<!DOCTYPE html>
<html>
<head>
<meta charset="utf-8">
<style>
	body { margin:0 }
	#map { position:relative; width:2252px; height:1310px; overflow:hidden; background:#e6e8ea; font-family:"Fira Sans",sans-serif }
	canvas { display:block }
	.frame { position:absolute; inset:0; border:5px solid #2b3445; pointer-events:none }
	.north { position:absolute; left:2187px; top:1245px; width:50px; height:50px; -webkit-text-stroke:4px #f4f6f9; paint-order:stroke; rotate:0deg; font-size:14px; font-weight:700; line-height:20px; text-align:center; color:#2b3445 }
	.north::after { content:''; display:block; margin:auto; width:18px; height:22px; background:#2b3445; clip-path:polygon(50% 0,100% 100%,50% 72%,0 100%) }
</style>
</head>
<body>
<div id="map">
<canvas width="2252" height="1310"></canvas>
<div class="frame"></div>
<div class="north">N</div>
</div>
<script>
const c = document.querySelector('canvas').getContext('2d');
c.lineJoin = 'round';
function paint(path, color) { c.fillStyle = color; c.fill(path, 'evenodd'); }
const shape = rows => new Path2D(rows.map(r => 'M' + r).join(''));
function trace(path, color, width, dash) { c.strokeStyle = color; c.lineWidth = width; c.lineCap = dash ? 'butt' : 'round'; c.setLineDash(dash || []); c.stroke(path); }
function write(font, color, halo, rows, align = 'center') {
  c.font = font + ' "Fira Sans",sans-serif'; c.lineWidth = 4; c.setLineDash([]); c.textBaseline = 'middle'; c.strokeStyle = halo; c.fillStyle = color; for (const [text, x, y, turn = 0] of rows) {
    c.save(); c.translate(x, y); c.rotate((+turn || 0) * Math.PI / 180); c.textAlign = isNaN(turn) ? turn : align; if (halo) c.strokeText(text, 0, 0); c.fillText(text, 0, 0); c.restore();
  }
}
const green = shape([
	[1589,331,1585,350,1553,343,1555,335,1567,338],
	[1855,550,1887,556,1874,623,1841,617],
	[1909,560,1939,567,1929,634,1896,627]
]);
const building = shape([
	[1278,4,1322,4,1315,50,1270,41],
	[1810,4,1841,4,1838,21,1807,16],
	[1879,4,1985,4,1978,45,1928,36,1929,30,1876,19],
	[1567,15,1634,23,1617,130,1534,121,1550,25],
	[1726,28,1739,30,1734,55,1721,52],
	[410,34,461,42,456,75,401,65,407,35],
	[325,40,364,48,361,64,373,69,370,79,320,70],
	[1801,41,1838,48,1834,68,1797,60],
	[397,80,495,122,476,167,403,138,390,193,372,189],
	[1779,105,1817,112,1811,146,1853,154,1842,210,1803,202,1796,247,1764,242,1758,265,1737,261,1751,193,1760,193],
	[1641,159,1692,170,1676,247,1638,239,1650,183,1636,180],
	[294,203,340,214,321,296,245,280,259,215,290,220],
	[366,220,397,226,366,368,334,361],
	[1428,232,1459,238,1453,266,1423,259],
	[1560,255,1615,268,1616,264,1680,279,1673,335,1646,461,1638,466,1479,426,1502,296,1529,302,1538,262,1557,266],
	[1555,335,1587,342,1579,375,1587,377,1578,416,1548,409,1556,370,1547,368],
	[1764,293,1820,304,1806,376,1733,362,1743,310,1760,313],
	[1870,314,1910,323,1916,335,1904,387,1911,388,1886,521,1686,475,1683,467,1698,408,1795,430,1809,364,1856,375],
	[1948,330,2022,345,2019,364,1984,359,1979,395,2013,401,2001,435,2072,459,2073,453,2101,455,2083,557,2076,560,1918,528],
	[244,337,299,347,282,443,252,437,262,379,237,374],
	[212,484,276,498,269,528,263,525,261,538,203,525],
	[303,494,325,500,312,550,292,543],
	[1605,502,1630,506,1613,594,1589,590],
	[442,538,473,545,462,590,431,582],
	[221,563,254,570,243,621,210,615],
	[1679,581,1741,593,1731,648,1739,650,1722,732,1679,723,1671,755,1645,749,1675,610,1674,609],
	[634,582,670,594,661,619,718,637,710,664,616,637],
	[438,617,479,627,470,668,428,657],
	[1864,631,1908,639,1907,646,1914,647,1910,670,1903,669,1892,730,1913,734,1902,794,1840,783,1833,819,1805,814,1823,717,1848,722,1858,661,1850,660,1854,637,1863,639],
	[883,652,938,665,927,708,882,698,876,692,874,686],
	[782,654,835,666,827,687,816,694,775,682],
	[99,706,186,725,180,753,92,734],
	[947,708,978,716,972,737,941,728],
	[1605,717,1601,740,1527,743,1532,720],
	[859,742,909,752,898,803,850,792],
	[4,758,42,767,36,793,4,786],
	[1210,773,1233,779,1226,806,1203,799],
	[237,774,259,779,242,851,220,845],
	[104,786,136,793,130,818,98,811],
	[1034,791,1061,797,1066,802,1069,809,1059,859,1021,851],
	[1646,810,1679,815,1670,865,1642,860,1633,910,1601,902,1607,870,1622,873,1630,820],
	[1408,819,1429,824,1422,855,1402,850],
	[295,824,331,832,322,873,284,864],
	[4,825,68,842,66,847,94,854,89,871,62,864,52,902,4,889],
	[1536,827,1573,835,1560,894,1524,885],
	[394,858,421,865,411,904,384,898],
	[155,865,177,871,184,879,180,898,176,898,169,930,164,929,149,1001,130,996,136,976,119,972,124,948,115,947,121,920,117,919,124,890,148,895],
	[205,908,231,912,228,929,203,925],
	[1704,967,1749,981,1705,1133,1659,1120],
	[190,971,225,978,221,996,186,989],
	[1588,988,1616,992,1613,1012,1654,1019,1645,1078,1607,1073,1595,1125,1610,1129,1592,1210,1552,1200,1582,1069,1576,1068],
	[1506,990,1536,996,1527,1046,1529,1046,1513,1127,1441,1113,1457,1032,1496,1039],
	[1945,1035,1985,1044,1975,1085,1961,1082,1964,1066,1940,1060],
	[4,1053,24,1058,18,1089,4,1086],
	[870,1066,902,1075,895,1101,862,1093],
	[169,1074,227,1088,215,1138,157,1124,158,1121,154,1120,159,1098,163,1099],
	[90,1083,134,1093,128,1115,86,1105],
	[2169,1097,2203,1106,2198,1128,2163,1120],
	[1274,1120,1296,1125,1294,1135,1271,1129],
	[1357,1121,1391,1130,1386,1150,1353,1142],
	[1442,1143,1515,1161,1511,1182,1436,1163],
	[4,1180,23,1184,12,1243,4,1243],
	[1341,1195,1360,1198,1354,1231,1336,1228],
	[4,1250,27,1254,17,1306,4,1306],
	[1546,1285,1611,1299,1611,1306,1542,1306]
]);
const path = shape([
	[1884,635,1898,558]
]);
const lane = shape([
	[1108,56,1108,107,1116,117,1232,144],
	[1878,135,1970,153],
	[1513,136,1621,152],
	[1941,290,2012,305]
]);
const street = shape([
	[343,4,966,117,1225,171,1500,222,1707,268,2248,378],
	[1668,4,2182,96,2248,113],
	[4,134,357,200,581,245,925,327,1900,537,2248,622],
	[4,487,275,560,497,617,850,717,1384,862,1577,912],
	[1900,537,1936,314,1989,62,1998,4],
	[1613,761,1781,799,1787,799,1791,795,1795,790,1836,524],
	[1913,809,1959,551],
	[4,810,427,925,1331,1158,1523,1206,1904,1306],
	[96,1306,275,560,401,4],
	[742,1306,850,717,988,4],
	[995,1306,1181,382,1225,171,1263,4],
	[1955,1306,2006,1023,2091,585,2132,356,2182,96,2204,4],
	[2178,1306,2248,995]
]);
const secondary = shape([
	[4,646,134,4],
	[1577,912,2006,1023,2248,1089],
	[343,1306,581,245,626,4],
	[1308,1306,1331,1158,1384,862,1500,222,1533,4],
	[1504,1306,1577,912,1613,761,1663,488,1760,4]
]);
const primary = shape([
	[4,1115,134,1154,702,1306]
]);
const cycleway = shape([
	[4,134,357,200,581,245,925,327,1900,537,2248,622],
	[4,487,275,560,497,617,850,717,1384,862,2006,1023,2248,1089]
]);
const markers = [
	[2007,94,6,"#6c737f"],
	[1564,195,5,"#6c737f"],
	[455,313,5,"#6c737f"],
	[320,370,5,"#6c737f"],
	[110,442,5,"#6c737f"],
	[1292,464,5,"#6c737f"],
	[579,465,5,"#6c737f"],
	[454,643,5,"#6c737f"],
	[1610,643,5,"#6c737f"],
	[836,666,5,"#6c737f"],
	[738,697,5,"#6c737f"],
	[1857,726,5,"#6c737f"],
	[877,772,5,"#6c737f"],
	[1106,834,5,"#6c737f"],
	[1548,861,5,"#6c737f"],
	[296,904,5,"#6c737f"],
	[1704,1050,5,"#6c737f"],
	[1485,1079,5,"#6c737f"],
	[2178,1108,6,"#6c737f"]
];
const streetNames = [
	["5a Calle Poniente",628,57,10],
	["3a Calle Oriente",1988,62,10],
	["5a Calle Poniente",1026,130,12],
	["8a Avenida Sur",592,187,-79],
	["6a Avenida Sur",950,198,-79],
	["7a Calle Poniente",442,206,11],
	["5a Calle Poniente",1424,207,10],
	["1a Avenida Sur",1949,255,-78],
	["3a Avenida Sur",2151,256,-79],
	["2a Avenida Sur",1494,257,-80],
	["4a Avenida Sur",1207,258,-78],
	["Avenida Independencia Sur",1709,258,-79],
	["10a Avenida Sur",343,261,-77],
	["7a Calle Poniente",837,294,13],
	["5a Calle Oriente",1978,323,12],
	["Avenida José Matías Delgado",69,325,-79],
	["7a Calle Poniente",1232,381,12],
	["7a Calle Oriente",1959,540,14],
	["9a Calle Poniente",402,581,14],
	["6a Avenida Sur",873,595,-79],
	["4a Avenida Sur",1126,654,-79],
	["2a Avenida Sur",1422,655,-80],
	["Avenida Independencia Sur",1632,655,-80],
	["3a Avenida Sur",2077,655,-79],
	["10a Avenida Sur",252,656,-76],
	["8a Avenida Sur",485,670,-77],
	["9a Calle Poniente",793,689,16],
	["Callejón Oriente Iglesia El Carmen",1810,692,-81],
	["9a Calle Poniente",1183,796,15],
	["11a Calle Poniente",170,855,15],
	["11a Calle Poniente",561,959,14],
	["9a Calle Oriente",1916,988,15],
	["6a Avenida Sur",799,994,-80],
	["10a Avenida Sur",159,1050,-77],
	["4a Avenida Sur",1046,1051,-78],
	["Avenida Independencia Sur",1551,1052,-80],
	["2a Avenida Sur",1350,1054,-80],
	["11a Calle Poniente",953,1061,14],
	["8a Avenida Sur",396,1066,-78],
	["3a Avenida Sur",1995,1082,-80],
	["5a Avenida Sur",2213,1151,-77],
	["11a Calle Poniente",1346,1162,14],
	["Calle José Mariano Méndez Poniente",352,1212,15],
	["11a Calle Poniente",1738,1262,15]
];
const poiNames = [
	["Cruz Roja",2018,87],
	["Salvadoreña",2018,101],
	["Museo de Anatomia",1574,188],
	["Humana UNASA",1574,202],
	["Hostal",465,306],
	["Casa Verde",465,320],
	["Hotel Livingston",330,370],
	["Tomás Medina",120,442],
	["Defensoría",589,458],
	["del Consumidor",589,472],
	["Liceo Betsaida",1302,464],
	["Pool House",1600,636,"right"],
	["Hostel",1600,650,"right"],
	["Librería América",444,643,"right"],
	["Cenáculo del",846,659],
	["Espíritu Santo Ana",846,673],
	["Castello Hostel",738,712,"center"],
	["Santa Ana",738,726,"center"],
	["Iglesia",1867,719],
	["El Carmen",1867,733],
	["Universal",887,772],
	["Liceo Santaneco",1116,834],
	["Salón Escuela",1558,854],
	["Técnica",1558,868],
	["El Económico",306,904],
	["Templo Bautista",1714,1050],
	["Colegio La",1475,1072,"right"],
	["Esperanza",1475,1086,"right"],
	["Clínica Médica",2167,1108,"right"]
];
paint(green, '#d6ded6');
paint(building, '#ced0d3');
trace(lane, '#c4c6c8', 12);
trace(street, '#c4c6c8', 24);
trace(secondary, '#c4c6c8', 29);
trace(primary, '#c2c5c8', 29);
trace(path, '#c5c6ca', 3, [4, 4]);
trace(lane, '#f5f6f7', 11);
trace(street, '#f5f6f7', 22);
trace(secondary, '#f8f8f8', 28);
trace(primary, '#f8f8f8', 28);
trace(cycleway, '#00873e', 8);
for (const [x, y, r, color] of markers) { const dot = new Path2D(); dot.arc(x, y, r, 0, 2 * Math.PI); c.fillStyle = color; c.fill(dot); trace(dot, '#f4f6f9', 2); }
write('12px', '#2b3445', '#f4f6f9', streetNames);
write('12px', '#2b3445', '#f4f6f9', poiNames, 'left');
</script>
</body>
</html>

**Your instructions:**
Where a line of the data contains "canvas", copy that line.

**Task answer:**
	canvas { display:block }
<canvas width="2252" height="1310"></canvas>
const c = document.querySelector('canvas').getContext('2d');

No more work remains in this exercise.